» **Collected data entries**
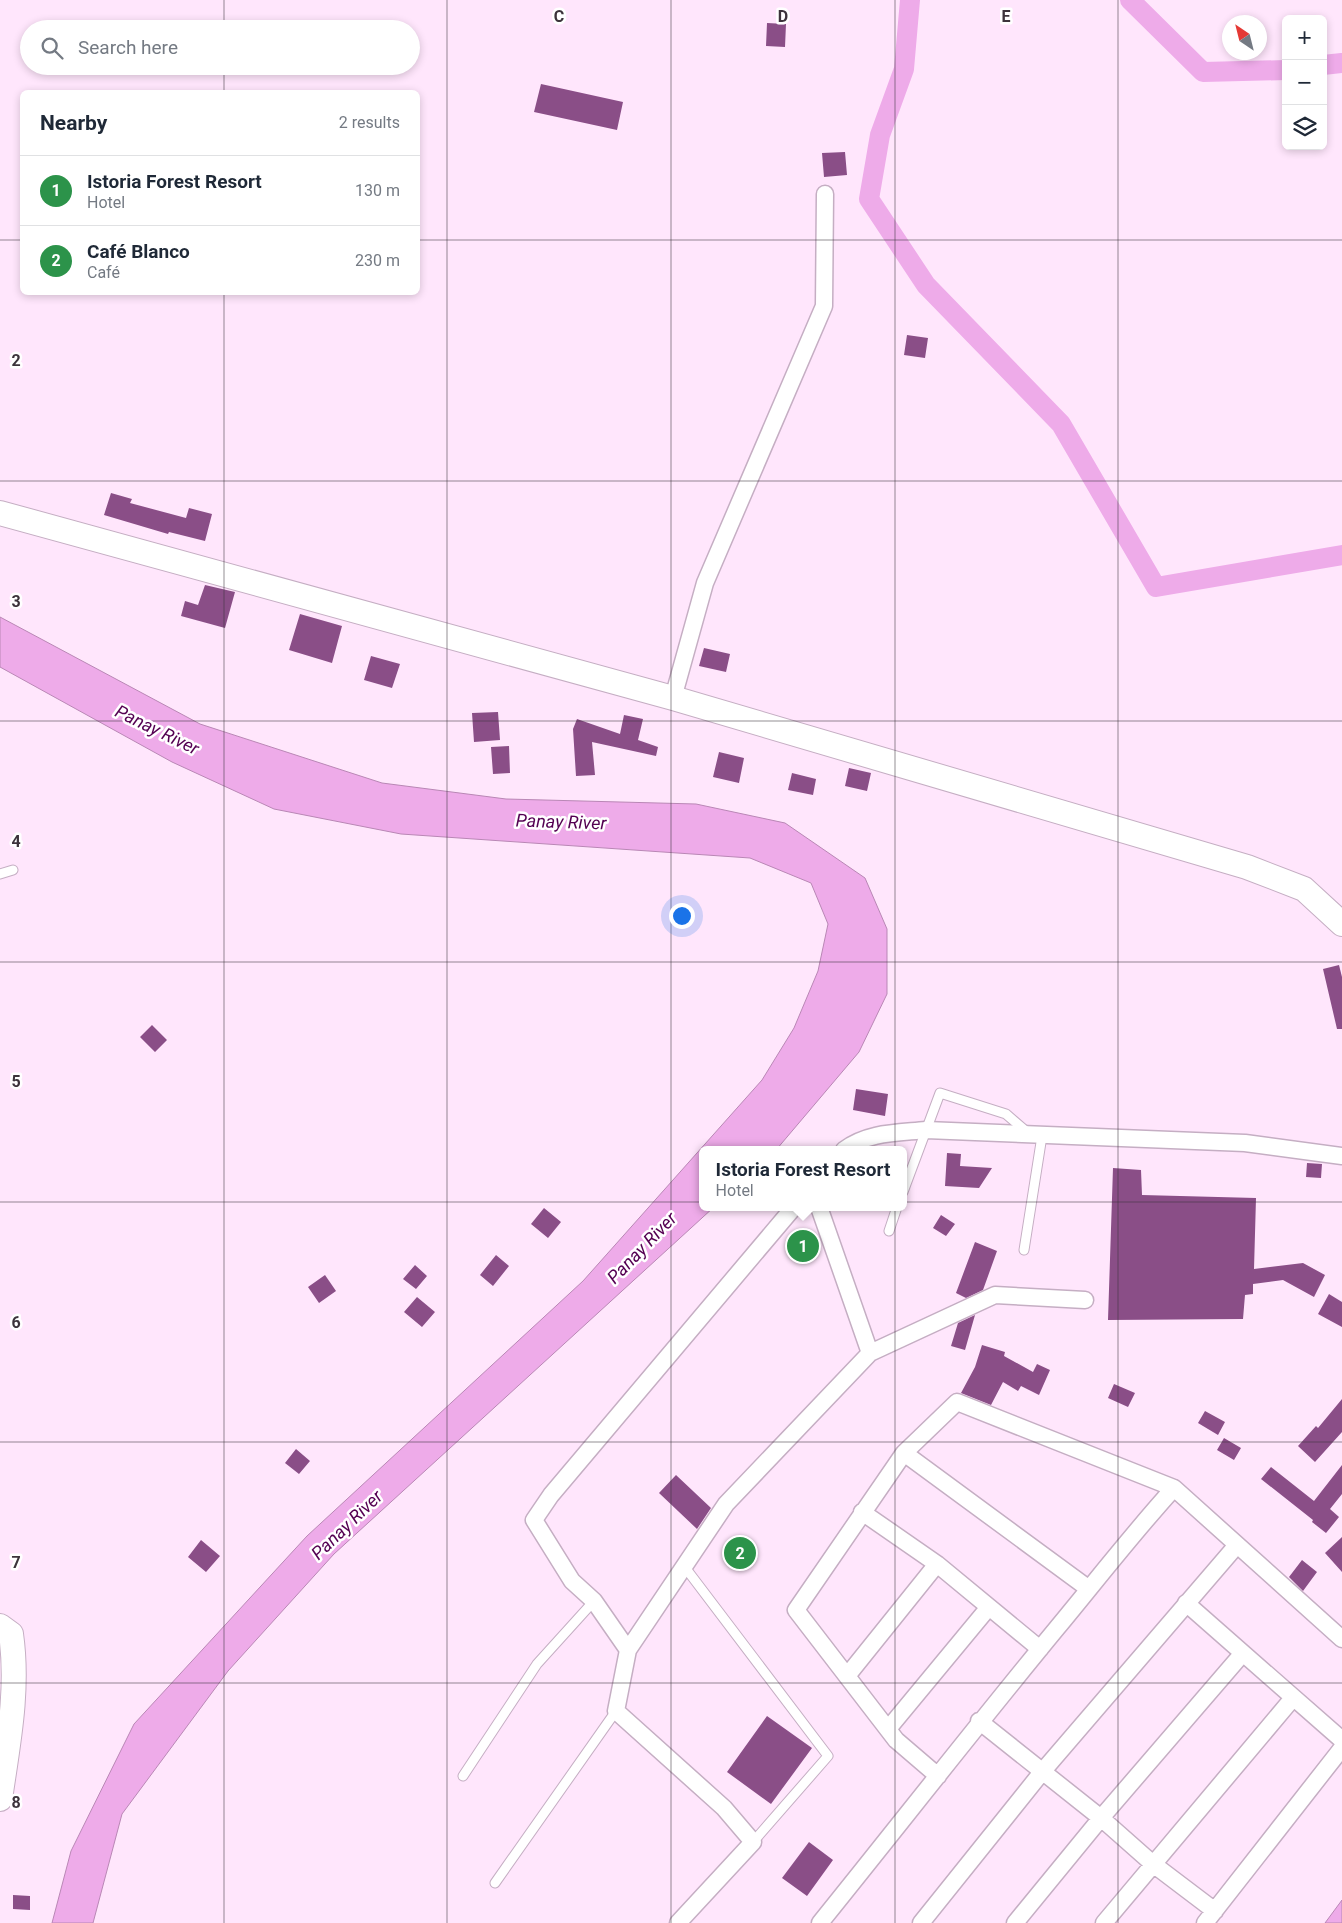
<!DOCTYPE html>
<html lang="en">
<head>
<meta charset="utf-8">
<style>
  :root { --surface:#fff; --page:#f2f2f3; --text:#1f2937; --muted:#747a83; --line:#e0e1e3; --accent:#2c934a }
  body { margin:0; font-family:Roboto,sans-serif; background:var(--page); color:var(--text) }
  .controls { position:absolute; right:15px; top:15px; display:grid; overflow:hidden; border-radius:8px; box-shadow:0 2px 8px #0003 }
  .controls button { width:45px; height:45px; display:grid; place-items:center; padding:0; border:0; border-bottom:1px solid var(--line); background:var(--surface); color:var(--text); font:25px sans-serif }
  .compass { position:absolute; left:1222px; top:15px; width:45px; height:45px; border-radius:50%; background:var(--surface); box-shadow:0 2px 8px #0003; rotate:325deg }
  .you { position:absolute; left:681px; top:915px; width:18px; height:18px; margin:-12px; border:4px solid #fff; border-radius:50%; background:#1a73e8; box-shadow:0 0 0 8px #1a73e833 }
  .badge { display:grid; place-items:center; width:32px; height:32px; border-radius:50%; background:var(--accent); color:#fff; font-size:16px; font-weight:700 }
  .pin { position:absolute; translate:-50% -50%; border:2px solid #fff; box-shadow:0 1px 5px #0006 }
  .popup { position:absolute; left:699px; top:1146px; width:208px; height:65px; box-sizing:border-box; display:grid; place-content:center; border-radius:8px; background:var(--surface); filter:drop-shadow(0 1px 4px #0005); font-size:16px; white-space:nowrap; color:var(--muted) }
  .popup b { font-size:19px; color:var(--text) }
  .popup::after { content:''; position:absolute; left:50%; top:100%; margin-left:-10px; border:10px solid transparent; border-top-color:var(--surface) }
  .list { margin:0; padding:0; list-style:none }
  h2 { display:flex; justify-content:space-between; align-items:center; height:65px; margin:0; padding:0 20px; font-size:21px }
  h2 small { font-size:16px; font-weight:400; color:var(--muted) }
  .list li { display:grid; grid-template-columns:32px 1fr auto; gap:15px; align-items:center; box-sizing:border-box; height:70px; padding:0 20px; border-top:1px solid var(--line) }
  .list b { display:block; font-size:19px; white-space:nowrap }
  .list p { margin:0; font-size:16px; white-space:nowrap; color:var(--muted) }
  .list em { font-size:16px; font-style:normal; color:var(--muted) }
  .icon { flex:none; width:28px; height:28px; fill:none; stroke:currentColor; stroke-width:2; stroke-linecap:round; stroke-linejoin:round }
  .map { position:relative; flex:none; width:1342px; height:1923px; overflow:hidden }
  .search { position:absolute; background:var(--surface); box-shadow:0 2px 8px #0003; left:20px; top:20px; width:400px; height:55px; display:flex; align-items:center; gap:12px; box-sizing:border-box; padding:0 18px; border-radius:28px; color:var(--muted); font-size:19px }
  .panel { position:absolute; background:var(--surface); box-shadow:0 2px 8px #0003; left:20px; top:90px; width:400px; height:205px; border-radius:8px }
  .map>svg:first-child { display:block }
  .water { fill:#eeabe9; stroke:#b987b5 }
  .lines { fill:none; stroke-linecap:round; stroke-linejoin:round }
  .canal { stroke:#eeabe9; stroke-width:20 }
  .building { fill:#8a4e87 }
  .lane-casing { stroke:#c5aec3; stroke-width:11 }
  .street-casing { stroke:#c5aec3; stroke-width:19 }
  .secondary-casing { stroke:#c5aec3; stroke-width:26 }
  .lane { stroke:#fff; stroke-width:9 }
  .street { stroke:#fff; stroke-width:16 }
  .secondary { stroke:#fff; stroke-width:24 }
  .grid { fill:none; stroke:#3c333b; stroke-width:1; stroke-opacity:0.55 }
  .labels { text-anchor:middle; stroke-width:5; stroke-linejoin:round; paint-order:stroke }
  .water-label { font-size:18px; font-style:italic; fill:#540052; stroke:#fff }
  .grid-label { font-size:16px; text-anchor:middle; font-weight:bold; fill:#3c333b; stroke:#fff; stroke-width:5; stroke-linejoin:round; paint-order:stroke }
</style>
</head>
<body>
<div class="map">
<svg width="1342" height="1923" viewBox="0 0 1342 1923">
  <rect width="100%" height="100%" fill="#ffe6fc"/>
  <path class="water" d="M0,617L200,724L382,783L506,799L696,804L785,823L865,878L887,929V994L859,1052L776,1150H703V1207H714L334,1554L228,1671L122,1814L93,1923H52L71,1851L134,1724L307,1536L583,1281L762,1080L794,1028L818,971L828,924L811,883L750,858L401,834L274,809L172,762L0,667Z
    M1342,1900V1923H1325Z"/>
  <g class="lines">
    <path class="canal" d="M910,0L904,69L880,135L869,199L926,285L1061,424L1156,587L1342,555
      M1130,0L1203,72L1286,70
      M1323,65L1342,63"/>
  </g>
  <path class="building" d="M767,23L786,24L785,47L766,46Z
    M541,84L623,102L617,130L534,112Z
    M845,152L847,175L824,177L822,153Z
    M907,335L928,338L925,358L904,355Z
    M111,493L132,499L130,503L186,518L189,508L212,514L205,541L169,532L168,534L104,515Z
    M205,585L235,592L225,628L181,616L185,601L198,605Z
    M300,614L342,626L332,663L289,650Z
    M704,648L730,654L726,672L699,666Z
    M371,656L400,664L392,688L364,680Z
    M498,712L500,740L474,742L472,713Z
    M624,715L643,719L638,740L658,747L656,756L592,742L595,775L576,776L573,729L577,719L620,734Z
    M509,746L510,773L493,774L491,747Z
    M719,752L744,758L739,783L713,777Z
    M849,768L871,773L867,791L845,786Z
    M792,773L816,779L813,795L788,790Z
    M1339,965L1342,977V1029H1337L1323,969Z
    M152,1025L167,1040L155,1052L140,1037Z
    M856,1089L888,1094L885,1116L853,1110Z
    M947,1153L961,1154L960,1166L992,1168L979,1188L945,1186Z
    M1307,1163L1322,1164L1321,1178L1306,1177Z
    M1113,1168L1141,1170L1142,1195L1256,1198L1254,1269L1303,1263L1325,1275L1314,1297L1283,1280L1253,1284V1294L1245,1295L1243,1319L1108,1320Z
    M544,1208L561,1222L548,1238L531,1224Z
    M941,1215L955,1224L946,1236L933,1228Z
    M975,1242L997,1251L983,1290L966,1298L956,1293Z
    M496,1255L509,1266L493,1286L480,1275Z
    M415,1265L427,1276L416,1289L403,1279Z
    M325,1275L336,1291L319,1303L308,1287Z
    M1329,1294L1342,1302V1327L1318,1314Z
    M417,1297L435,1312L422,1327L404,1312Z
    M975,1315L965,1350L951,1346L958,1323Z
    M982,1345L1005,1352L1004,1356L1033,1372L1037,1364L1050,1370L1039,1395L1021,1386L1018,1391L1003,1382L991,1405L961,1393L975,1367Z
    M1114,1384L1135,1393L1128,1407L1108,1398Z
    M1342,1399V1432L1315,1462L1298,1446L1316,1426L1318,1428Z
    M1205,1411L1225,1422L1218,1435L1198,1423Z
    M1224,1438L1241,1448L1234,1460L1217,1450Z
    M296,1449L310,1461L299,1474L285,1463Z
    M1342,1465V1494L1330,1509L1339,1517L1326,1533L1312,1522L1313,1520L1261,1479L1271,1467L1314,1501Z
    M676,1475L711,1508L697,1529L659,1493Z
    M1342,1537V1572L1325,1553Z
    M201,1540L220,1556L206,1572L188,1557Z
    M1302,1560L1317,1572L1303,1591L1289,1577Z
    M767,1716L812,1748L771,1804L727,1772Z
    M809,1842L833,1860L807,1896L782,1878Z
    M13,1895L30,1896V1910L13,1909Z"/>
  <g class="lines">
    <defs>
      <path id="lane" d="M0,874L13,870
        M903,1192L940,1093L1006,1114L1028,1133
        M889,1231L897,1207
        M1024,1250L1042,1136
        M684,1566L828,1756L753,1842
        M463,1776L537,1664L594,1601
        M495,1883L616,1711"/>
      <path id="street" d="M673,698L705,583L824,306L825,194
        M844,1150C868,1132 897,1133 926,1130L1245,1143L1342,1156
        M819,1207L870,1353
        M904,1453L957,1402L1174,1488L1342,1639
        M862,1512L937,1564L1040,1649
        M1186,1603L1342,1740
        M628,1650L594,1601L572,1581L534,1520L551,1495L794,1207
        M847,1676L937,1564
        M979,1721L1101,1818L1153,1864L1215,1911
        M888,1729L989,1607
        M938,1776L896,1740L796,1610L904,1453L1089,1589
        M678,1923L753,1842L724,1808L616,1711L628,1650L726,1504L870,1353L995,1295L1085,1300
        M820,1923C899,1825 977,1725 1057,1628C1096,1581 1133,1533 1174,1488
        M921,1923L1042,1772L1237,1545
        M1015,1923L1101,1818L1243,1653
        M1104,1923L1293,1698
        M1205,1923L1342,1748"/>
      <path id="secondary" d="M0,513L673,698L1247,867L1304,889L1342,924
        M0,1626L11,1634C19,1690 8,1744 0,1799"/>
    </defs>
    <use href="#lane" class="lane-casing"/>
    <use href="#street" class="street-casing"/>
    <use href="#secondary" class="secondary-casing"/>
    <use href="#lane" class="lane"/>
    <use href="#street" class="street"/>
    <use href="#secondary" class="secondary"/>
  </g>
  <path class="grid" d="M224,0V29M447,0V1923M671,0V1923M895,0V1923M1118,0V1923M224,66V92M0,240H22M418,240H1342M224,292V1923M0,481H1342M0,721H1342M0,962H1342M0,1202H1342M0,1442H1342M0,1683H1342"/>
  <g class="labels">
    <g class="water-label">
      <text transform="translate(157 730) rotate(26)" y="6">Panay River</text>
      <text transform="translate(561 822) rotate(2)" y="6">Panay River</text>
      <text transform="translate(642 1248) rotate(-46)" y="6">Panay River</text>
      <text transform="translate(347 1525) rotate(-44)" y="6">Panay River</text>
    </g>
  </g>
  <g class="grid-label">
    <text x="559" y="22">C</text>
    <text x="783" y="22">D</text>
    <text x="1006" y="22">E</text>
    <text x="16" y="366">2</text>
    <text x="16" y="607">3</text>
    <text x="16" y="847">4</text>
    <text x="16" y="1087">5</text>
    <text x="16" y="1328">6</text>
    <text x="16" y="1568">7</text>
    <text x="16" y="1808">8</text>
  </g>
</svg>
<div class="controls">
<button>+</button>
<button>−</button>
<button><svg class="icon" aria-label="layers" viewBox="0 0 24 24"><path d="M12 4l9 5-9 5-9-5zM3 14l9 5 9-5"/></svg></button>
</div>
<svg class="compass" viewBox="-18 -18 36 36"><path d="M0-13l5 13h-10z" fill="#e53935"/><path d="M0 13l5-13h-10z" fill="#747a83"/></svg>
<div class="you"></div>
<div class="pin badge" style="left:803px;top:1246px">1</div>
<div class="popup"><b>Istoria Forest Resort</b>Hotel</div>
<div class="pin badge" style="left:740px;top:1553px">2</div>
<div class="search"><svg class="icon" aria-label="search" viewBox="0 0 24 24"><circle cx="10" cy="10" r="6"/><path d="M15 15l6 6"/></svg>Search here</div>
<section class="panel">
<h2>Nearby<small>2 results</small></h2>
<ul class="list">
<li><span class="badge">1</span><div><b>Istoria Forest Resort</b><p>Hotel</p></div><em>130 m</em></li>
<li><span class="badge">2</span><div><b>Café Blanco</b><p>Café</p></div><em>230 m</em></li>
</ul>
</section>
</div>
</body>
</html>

» **Goal of the exercise**
Among the lines above, find the ones containing "compass" and copy them.

» **Output for this task**
  .compass { position:absolute; left:1222px; top:15px; width:45px; height:45px; border-radius:50%; background:var(--surface); box-shadow:0 2px 8px #0003; rotate:325deg }
<svg class="compass" viewBox="-18 -18 36 36"><path d="M0-13l5 13h-10z" fill="#e53935"/><path d="M0 13l5-13h-10z" fill="#747a83"/></svg>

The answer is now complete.